In [1]:
import torch
import torch.nn as nn
import torch.optim as optim
import numpy as np
import matplotlib.pyplot as plt
from sklearn.preprocessing import StandardScaler
from sklearn.metrics import mean_squared_error, r2_score
from sklearn.manifold import TSNE


In [2]:
np.random.seed(0)
x_train = np.random.rand(100, 1)
y_train = 3 * x_train + 2 + np.random.randn(100, 1) * 0.1

# Introduce imbalance
y_train[:10] = y_train[:10] + 10

scaler_x = StandardScaler()
scaler_y = StandardScaler()

x_train = scaler_x.fit_transform(x_train)
y_train = scaler_y.fit_transform(y_train)

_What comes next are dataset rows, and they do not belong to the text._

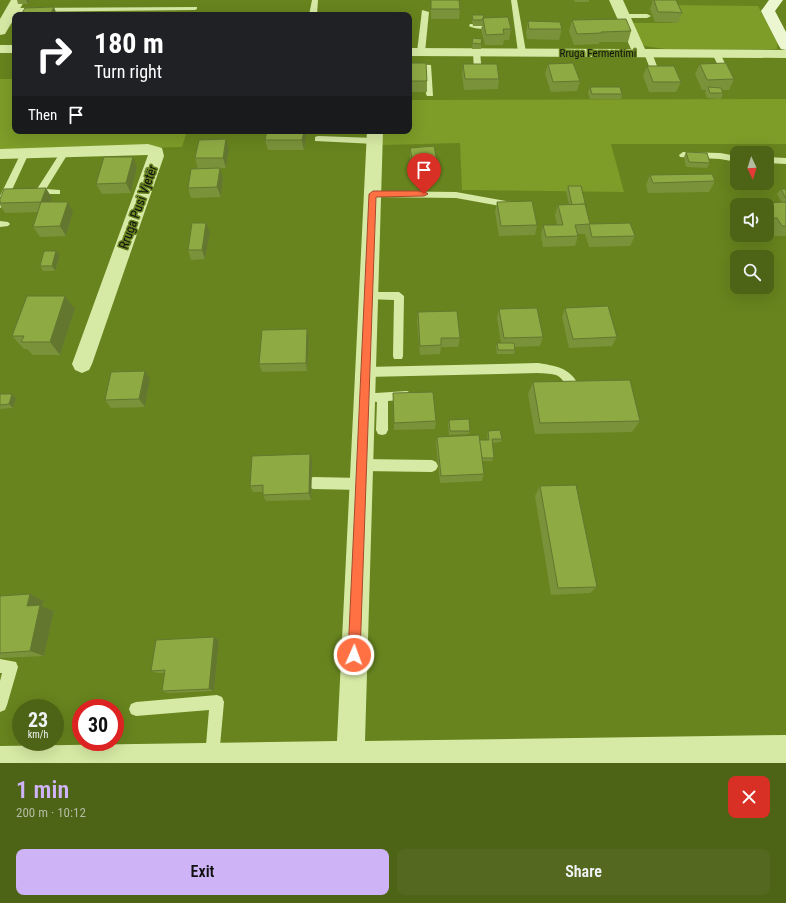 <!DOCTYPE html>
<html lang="en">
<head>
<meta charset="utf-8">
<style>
  body { margin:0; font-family:"Roboto Condensed",sans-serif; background:#54691f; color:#f1f3f6; height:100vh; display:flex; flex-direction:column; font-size:15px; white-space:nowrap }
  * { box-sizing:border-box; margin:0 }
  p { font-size:13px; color:#b3bca1 }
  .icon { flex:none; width:22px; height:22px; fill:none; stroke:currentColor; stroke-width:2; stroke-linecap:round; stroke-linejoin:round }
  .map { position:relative; height:763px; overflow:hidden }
  .side { display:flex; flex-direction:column; background:#4d6316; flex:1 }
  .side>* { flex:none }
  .banner { position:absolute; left:12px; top:12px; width:400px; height:122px; border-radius:8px; box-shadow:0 4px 16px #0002; background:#202124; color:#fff; overflow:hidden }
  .needle { width:26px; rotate:176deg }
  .tools { position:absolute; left:730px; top:146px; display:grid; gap:8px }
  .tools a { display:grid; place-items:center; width:44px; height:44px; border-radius:8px; background:#4d6316; box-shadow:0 4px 16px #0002; font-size:20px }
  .speed { position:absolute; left:12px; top:699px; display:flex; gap:8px; font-size:20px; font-weight:700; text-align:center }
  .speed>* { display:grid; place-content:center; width:52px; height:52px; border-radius:50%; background:#4d6316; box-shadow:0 4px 16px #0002; line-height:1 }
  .speed small { font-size:10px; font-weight:400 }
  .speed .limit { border:6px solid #d22; background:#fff; color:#111 }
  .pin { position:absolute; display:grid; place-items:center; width:34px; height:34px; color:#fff; margin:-41px -17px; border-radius:50% 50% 50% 0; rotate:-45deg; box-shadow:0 0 4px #0007 }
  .pin .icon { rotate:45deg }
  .me { position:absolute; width:44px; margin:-22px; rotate:2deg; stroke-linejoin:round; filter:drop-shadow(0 0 3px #0008) }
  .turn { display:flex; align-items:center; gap:14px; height:84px; padding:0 16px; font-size:18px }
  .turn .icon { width:52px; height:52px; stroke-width:2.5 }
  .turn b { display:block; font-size:28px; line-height:34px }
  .then { display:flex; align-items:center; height:38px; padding:0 16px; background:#0003; gap:8px; font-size:15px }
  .round { display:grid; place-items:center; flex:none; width:42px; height:42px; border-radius:8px; background:#54691f }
  .head { display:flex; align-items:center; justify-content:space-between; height:68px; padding:0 16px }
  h1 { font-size:24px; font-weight:600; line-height:30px; color:#cfb3f7 }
  .action { display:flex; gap:8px; margin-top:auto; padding:8px 16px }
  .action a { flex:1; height:46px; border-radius:8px; background:#cfb3f7; color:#111; font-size:16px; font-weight:600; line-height:46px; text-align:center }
  .action a+a { background:#54691f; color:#f1f3f6 }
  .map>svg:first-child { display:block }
</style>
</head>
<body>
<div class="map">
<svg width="786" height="763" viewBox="0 0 786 763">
  <rect width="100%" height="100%" fill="#67841e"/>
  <g fill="#7d9c28">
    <path d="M670,5L758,6L777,41V49H665L645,46L637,41L633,23H677Z"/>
    <path d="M0,79H15V131H187L182,147L0,151Z"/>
    <path d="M786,99V144H611L624,192L462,190L460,143L382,145V131H409V100Z"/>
  </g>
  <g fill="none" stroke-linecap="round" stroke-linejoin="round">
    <g fill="#d7eaa5" fill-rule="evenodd">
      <path d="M312,0H318L317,15H309Z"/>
      <path d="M511,0H517L526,52L522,54L518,52Z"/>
      <path d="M197,7V9L195,10L12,12L8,10L12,8Z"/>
      <path d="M422,10L429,12L425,52L421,54L417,52Z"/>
      <path d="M620,14H647L651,16L647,18H620Z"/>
      <path d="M470,24H497L501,26C495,30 475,30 469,26Z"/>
      <path d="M473,50L480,52L482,74L478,76L474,74Z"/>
      <path d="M645,51L652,53L660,74L659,76L652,74L644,53Z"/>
      <path d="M713,51L720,53L731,76L730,78L723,76L712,53Z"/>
      <path d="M409,64L431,65L433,96H427L426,94L424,69L409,68Z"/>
      <path d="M318,136L375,138L379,141L375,144L315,141V137Z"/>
      <path d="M65,149L69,152L46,189L60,190V194H31V190L37,189L62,150Z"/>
      <path d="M25,150L29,153L5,205L0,208V196L21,153Z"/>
      <path d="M683,152L720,153L737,156V162L720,159L680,157L679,155Z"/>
      <path d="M767,157L786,158V164L767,163Z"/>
      <path d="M373,191L456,192L512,202L517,205L512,208L456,198L373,197L368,194Z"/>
      <path d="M0,221L8,222L10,224L8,226L0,227Z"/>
      <path d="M369,292H399L404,296L403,356L402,359H394L393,356L394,300L365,299L364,296L365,293Z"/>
      <path d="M538,363C555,366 569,367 578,384L576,387C566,391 565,380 558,376C553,373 544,374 538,373L366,377L362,375L361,372L362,369L366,367Z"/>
      <path d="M407,391L411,393L413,396L411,399L388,401V430L386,434L382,435L378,434L376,430L377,402L360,400L358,397L360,394Z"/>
      <path d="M362,459L432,460L436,462L438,466L436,470L432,472L362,471L358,469L356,465L358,461Z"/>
      <path d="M313,477L361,478L365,480L367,484L365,488L361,490L313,489L309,487L307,483L309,479Z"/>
      <path d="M0,659L16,662L18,667L7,705L5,710L0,712V681L2,673H0Z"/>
      <path d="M217,695L222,697L224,702L219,757L216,763L207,762L205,757L209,710L136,716L131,714L129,709L131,704L136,702Z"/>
    </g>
    <g fill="#d7eaa5" fill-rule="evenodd">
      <path d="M11,0H25L5,34L0,35V19Z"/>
      <path d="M609,0H623L645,49L786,50V58L409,56V48L631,49Z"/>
      <rect x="0" y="45" width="15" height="8"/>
      <path d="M367,131H383L365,741L786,735V763H0V746L337,741Z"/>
      <path d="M148,144L162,148L164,156L92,364L89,370L82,373L75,370L72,364L148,155L0,159V149Z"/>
    </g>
    <path fill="#ecf7d1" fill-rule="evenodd" d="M769,0H783L775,11L786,32V50L781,49L779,46L761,11Z"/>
  </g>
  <g fill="#7a923a">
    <path d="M17,0H30L28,4H18Z"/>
    <path d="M431,0H459L460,9L459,19H431Z"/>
    <path d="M574,0H589V2H575Z"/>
    <path d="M653,0H676L682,13L678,23L668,22H655L650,9Z"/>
    <path d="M472,15L484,18L511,29L509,40H504L503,45H485L481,29L482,26H473L472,21Z"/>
    <path d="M572,20L631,31L628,42H599V44L574,45L569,31Z"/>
    <path d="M528,21L562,29L559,40L527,39L526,32Z"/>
    <path d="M473,38L482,39L481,49H472Z"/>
    <path d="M409,63L427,81V92H410V101H409Z"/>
    <path d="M463,64L499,79L498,89L464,90L462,74Z"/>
    <path d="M548,64L580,81L577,91L551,92L545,74Z"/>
    <path d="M700,64L734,79L729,90H722L723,93L721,99L707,98L705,93L706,90H702L695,74Z"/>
    <path d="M647,66L681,82L676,92H649L643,76Z"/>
    <path d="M590,87L622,94L621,99H590L588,93Z"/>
    <path d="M267,131H307L304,150H268L265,140Z"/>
    <path d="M410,148L437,162L436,172H435V177L413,179L410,158Z"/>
    <path d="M229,150L226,168H220L223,178L221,197L191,198L188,188L198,169L195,158Z"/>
    <path d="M686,152L710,163L707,168L686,167L684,157Z"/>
    <path d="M137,167L131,193L102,194L96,184Z"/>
    <path d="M650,175L715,181L709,192L648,193L646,185Z"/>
    <path d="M568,186L590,224L635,236L630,246L589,247L585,234H578V236L575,246L543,247L541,235L543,225H557L555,215L558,205H569L566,191Z"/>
    <path d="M781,189H786V236H774L770,228H767V205H763L764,203H782L777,194Z"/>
    <path d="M52,198L51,202L73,212L66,236L40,237L33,227L38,212L5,213L0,205V199Z"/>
    <path d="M497,202L537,225L535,235L499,236L495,212Z"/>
    <path d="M210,233L205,259L191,260L188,250Z"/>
    <path d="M60,255L55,271H43L40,266Z"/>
    <path d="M565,308L617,337L612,346L569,348L562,317Z"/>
    <path d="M75,309L60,355H33L27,349H24L12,336Z"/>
    <path d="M499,309L543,337L540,346L515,347V350L514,354H497L496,347L497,343H501L497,318Z"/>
    <path d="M418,312L460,338L458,347H441L440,354L420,355L417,321Z"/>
    <path d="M307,329L309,338L307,371L262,372L259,364Z"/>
    <path d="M150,379L145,407L111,408L105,400Z"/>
    <path d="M533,382L640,421L632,432L535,434L528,394Z"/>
    <path d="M393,393L436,421L435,429L394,430Z"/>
    <path d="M0,394H12L16,398L13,408L0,409Z"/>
    <path d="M449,420L470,431L469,434L449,435L448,424Z"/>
    <path d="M488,431L502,439L501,442L492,443L494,458L492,461H482L484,474L482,481L440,483L436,444L437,437L479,440H488L487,434Z"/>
    <path d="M312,461L311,500L266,501L263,495V492H253L250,486Z"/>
    <path d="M540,486L597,587L590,593L551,595L535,496Z"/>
    <path d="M0,596L44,601L42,606L54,611L44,656L0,658Z"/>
    <path d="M214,637L219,640L214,691L168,693L162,691L164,673H158L151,671Z"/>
  </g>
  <g fill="#63772f">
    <path d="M26,0H30L28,4Z"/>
    <path d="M54,7L57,15H50Z"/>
    <path d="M304,131H307L304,150L302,140Z"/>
    <path d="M226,139L229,150L226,168L223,158Z"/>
    <path d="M133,157L137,167L131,193L126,183Z"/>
    <path d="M220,168L223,178L221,197L217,187Z"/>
    <path d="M46,188L52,198L48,212L41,202Z"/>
    <path d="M68,202L73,212L66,236L60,226Z"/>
    <path d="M206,223L210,233L205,259L202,250Z"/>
    <path d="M56,251L60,255L55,271L52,266Z"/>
    <path d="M65,296L75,309L60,355L50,342Z"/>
    <path d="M307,329L309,338L307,371L306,363Z"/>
    <path d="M145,371L150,379L145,407L139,399Z"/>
    <path d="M12,394L16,398L13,408L9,404Z"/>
    <path d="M310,454L312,461L311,500L309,493Z"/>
    <path d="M30,594L44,601L42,606L54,611L44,656L30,651L27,606Z"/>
    <path d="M214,637L219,640L214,691L209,689Z"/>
  </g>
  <g fill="#8eaa43" stroke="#63772f">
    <path d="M431,0H459L460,9H431Z"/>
    <path d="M654,0H676L682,13L671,12H658Z"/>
    <path d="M54,7L50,15H21L25,8Z"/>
    <rect x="320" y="13" width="22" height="2"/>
    <path d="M472,15H483L484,18H483L482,20H473Z"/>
    <path d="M508,17L511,29H503L504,34L486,35L483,18Z"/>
    <path d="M626,19L631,31L601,32L602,33L577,34L572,20Z"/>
    <path d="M528,21L560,22L562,29H529Z"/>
    <path d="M473,38L482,39L481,44L472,43Z"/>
    <path d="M409,63H426L427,81H409Z"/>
    <path d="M573,63L580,81L553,82L548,64Z"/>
    <path d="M726,63L734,79L707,80L700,64Z"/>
    <path d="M463,64H497L499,79H465Z"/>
    <path d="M647,66H674L681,82H653Z"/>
    <path d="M590,87H620L622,94H592Z"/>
    <path d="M708,87L721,88L723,93H710Z"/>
    <path d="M267,131H304L302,140H265Z"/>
    <path d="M226,139L223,158H195L199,140Z"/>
    <path d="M434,146L437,162H434L436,167L414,169L410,148Z"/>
    <path d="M686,152L707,153L710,163L689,162Z"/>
    <path d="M104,157H133L126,183L96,184Z"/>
    <path d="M220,168L217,187L188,188L191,169Z"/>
    <path d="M712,174L715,181L653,183L650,175Z"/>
    <path d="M568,186H581L586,207L585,204L572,205Z"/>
    <path d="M46,188L41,202L0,203V199L4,189Z"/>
    <path d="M781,189H786V199Z"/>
    <path d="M532,201L537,225L501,226L497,202Z"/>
    <path d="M41,202H68L60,226L33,227Z"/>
    <path d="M786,202V226H782L777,218H771L767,208V205H765L764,203Z"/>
    <path d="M585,204L590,224L630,223L635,236L592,237L589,224L575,225L578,236L546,237L543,225H563L558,205Z"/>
    <path d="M192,223H206L202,250H188Z"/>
    <path d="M44,251H56L52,266H40Z"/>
    <path d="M27,296H65L50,342H21L24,336H12Z"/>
    <path d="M608,306L617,337L573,339L565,308Z"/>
    <path d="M537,308L543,337L504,338L499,309Z"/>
    <path d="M457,311L460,338H441V345L420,346L418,312Z"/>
    <path d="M307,329L306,363L259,364L262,330Z"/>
    <path d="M497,343H514L515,350H498Z"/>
    <path d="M145,371L139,399L105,400L111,372Z"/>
    <path d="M630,380L640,421L540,423L533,382Z"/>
    <path d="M433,392L436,421L394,423L393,393Z"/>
    <path d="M0,394H12L9,404L0,405Z"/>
    <path d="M469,419L470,431H450L449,420Z"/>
    <path d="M500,430L502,439H492L494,458H482L479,440H489L488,431Z"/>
    <path d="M479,435L484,474L441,476L437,437Z"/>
    <path d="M310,454L309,493L263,495V485L250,486L252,456Z"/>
    <path d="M576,485L597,587L558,588L540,486Z"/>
    <path d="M30,594L27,606L40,605L30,651L0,653V596Z"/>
    <path d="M214,637L209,689L162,691L165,670L151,671L156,640Z"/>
  </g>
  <path fill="#ff7043" stroke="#a6492c" d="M373,191H424L428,194L424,196L376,197L360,655L358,659L354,661L350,659L348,655L369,194Z"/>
  <g text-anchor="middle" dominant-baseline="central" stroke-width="3" stroke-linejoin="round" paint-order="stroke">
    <g font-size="11" fill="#111" stroke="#67841e">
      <text x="598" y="53">Rruga Fermentimi</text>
    </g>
    <g font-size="13" fill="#111" stroke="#67841e">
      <text transform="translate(138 207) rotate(-70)">Rruga Pusi Vjetër</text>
    </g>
  </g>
</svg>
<div class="tools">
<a><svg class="needle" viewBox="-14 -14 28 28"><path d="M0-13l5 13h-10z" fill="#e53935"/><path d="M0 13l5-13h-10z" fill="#b3bca1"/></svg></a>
<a><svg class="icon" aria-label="sound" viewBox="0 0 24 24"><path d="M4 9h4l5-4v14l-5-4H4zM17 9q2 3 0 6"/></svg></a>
<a><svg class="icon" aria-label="search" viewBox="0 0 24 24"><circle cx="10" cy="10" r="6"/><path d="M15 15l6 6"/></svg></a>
</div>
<div class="speed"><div>23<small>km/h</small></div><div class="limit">30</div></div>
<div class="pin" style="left:424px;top:194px;background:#d93025"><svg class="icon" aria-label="arrive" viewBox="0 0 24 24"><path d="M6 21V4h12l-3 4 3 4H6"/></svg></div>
<svg class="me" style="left:354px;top:655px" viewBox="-20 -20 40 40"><circle r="17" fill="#ff7043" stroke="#fff" stroke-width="3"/><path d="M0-11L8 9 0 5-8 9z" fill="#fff"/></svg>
<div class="banner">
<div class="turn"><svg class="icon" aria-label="right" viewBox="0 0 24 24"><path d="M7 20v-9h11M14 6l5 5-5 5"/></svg><div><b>180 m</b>Turn right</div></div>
<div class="then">Then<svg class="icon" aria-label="arrive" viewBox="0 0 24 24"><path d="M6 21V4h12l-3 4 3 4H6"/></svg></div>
</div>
</div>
<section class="side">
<div class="head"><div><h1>1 min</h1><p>200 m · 10:12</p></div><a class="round" style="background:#d93025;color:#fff"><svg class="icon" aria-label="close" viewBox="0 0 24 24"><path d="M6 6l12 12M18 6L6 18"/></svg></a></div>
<div class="action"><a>Exit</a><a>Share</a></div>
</section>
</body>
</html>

# Convert numpy arrays to torch tensors
x_train = torch.tensor(x_train, dtype=torch.float32)
y_train = torch.tensor(y_train, dtype=torch.float32)


In [3]:
class RegressionNN:
    def __init__(self, input_dim, hidden_dim, output_dim, learning_rate=0.01):
        self.model = self.build_model(input_dim, hidden_dim, output_dim)
        self.criterion = nn.MSELoss()
        self.optimizer = optim.Adam(self.model.parameters(), lr=learning_rate)
    
    def build_model(self, input_dim, hidden_dim, output_dim):
        class SimpleNN(nn.Module):
            def __init__(self):
                super(SimpleNN, self).__init__()
                self.fc1 = nn.Linear(input_dim, hidden_dim)
                self.relu = nn.ReLU()
                self.fc2 = nn.Linear(hidden_dim, output_dim)
            
            def forward(self, x):
                out = self.fc1(x)
                out = self.relu(out)
                out = self.fc2(out)
                return out
        
        return SimpleNN()
    
    def train(self, x_train, y_train, num_epochs=1000, print_interval=100):
        for epoch in range(num_epochs):
            self.model.train()
            # Forward pass
            outputs = self.model(x_train)
            loss = self.criterion(outputs, y_train)
            
            # Backward pass and optimization
            self.optimizer.zero_grad()
            loss.backward()
            self.optimizer.step()
            
            if (epoch + 1) % print_interval == 0:
                print(f'Epoch [{epoch + 1}/{num_epochs}], Loss: {loss.item():.4f}')
    
    def evaluate(self, x):
        self.model.eval()
        with torch.no_grad():
            predicted = self.model(x)
        return predicted
    
    def calculate_metrics(self, y_true, y_pred):
        rmse = np.sqrt(mean_squared_error(y_true, y_pred))
        r2 = r2_score(y_true, y_pred)
        return rmse, r2

    def plot_results(self, x_train, y_train, y_pred):
        plt.figure(figsize=(10, 5))
        plt.subplot(1, 2, 1)
        plt.scatter(x_train.numpy(), y_train.numpy(), color='blue', label='Original data')
        plt.scatter(x_train.numpy(), y_pred.numpy(), color='red', label='Predicted data')
        plt.legend()
        plt.title("Original vs Predicted")
        
        plt.subplot(1, 2, 2)
        plt.hist(y_train.numpy() - y_pred.numpy(), bins=50, color='purple', edgecolor='black')
        plt.title("Error Distribution")
        plt.xlabel("Prediction Error")
        plt.ylabel("Frequency")
        
        plt.tight_layout()
        plt.show()


In [4]:
# Hyperparameters
input_dim = x_train.shape[1]
hidden_dim = 64
output_dim = y_train.shape[1]
learning_rate = 0.01
num_epochs = 1000

# Initialize and train the model
regression_nn = RegressionNN(input_dim, hidden_dim, output_dim, learning_rate)
regression_nn.train(x_train, y_train, num_epochs)

# Evaluate the model
predicted = regression_nn.evaluate(x_train)

# Calculate RMSE and R^2
y_train_inv = scaler_y.inverse_transform(y_train.numpy())
predicted_inv = scaler_y.inverse_transform(predicted.numpy())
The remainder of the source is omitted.